A drive through the windblown San settlements of grass and wood scattered across southern Africa is a very depressing experience: families ravaged by poverty, unemployment and alcoholism -- their hunter-gatherer tradition a fading memory.
For the past few years their leaders have spoken of a bonanza from western pharmaceutical companies in payment for the San Bushmen's knowledge of a plant that might one day cure obesity.
They have yet to see a penny.
"They are frustrated by the delay, but these are people who take things as they are. There is not huge agitation yet," said Richard Wicksteed, a documentary maker who has filmed them for two decades.
"The average San knows there is value in their medicinal knowledge. Having used hoodia when they were starving, the irony of obese westerners using it to lose weight is not lost on them."
San leaders were gathered in Tanzania for a meeting Wednesday and unaware of the Unilever deal, but once informed they would likely welcome it, Wicksteed said.

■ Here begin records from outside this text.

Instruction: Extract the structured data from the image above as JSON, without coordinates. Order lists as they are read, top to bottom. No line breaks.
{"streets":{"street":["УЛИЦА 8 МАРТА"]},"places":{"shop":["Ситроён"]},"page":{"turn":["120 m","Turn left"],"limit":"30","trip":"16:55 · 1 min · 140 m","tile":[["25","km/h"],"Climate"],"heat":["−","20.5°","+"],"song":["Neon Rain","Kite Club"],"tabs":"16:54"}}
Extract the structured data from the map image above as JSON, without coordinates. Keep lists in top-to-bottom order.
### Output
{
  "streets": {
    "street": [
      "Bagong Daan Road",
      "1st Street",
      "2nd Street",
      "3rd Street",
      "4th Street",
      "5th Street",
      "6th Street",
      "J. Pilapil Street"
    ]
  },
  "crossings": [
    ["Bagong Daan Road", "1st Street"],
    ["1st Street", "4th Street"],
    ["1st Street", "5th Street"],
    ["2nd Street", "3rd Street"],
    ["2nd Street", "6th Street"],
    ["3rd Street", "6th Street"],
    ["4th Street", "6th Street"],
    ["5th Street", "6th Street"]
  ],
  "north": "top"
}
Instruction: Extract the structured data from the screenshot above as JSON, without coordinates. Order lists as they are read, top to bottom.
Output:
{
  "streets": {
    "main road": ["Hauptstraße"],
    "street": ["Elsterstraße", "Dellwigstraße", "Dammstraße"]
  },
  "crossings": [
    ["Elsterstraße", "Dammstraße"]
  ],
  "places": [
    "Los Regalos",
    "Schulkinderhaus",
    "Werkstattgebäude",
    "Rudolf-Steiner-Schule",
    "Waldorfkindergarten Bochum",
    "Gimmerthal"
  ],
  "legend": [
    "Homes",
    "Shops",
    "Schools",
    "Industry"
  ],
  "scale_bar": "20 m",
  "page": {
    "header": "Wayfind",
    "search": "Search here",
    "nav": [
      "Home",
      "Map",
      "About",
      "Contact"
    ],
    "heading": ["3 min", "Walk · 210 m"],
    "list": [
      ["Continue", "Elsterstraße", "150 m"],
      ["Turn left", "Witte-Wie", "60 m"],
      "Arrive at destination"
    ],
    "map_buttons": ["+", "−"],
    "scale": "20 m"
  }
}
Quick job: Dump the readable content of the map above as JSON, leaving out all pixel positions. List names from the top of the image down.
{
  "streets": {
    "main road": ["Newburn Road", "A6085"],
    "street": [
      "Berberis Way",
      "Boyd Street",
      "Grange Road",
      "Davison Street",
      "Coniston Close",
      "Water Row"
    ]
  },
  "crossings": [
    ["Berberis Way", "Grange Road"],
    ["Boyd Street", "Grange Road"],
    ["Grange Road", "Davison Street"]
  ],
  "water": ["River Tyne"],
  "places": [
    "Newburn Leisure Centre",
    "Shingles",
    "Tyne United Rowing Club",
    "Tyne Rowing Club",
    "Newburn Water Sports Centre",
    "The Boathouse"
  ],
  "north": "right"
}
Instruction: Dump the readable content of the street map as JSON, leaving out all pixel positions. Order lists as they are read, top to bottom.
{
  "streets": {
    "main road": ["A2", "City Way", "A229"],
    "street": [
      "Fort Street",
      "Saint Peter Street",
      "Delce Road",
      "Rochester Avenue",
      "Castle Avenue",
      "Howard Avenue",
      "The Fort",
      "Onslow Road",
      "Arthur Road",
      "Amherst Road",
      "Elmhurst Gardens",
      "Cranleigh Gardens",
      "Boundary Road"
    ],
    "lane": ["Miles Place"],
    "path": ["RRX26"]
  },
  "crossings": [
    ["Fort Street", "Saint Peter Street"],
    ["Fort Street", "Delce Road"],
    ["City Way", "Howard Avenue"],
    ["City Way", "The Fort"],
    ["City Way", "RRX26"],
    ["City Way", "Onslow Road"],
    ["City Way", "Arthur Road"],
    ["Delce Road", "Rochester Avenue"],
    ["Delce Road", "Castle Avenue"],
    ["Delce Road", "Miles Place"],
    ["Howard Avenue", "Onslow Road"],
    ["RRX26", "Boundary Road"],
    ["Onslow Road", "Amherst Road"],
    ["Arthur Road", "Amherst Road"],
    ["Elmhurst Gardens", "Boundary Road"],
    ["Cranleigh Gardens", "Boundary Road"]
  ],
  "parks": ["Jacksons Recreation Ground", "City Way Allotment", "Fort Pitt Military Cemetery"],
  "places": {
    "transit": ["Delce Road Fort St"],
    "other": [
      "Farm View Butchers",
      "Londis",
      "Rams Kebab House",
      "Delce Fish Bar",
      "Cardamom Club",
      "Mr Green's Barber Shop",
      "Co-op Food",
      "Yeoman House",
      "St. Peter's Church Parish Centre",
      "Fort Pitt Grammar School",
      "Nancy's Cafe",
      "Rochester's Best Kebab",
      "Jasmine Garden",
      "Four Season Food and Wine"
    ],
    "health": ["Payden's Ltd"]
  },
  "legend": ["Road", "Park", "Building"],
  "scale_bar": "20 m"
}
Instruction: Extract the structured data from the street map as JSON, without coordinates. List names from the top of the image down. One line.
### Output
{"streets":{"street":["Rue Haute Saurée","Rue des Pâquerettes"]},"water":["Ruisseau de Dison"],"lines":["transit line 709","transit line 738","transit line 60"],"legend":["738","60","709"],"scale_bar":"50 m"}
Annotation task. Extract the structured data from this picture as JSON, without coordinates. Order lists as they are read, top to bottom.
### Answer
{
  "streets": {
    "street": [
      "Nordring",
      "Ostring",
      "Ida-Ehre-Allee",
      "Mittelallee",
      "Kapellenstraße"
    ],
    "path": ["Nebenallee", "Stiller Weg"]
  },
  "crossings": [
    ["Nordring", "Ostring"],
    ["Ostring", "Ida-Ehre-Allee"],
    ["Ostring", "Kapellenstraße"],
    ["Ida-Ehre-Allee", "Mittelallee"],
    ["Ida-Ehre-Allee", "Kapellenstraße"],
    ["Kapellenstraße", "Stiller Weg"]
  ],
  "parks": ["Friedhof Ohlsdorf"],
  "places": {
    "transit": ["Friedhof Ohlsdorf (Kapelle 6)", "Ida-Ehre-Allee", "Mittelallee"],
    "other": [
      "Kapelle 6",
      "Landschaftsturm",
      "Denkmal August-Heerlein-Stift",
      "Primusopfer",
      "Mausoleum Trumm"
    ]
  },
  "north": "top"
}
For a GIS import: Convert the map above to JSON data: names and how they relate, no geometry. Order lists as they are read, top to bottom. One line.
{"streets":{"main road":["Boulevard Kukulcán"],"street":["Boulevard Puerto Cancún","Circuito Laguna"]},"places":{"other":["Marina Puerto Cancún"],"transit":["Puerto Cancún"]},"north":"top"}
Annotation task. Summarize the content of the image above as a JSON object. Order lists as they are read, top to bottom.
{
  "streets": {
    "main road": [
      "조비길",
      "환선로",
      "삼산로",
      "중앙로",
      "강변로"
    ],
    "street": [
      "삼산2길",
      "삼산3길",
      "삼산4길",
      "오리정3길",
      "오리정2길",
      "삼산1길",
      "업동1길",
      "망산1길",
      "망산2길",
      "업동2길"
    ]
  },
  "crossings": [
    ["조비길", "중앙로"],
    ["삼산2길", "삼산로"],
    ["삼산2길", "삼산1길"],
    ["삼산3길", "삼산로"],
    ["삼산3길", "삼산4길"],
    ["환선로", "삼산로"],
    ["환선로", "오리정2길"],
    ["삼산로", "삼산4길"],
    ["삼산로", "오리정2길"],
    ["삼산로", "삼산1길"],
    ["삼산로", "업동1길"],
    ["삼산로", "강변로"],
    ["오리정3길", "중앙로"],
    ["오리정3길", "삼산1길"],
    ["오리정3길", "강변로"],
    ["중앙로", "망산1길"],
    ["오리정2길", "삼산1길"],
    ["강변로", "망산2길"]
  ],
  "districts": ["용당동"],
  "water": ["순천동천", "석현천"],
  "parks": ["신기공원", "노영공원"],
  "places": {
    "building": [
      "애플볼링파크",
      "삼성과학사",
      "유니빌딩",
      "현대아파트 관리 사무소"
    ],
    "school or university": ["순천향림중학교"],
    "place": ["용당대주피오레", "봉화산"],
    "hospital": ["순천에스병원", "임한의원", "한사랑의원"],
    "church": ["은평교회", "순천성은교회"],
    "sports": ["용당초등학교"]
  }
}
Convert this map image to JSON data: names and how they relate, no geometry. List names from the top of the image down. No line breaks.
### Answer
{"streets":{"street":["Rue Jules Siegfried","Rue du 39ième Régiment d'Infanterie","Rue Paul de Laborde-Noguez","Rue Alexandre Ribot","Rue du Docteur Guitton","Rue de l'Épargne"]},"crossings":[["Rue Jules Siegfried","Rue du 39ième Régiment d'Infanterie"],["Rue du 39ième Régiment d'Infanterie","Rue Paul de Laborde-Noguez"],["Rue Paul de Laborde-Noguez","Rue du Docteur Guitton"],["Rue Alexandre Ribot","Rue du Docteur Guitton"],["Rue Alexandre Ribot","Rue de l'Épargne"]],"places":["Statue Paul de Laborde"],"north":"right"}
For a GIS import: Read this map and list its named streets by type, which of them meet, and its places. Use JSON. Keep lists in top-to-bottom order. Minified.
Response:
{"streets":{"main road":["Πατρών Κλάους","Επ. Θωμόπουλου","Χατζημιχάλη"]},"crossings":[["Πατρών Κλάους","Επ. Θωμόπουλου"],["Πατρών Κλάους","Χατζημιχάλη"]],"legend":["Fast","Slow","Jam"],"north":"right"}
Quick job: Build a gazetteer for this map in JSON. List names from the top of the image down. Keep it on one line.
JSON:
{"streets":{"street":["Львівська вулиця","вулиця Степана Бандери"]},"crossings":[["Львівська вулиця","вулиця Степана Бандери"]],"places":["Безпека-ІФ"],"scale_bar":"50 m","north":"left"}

"It's very good news if handled correctly," he said.
If a portion of Unilever's millions does reach the San it would buck a long, sad history of dispossession.
These indigenous people of southern Africa have a culture dating back 20,000 years. They have survived the harshest environments, but not the predations of other humans. The more warrior-like Bantu tribes from the north, then European colonialists and finally the apartheid regime swept through their land, killing, appropriating anything of value and pushing the San into dwindling pockets of territory.
The three San groups most closely associated with hoodia -- the Khwe, Xu and Khomani -- number only a few thousand. The total number of San across the Kalahari is estimated at 100,000.
Post-apartheid South Africa tried to redress some of the injustice by granting them ownership of more than 40,000 hectares.
But their communities are broken. Only a handful remain of the hunter-gatherers of western imagination. The rest scrabble what living they can in bleak settlements which are often hundreds of miles from decent roads, schools and clinics.
"This is the last stand of the San -- the last generation that still retain some of their culture and heritage. They are a tiny people with a tiny voice," Wicksteed said.
Some South African firms have already tried to pirate the San's knowledge of the hoodia, and Unilever and Phytopharm are expected to try to stop such practices.
Chris De Plessis, a lawyer who is representing the San in Botswana, said that few ordinary San understood the ramifications of intellectual property rights, and mistrust was growing that their leaders might pocket the hoodia revenue -- if it ever comes.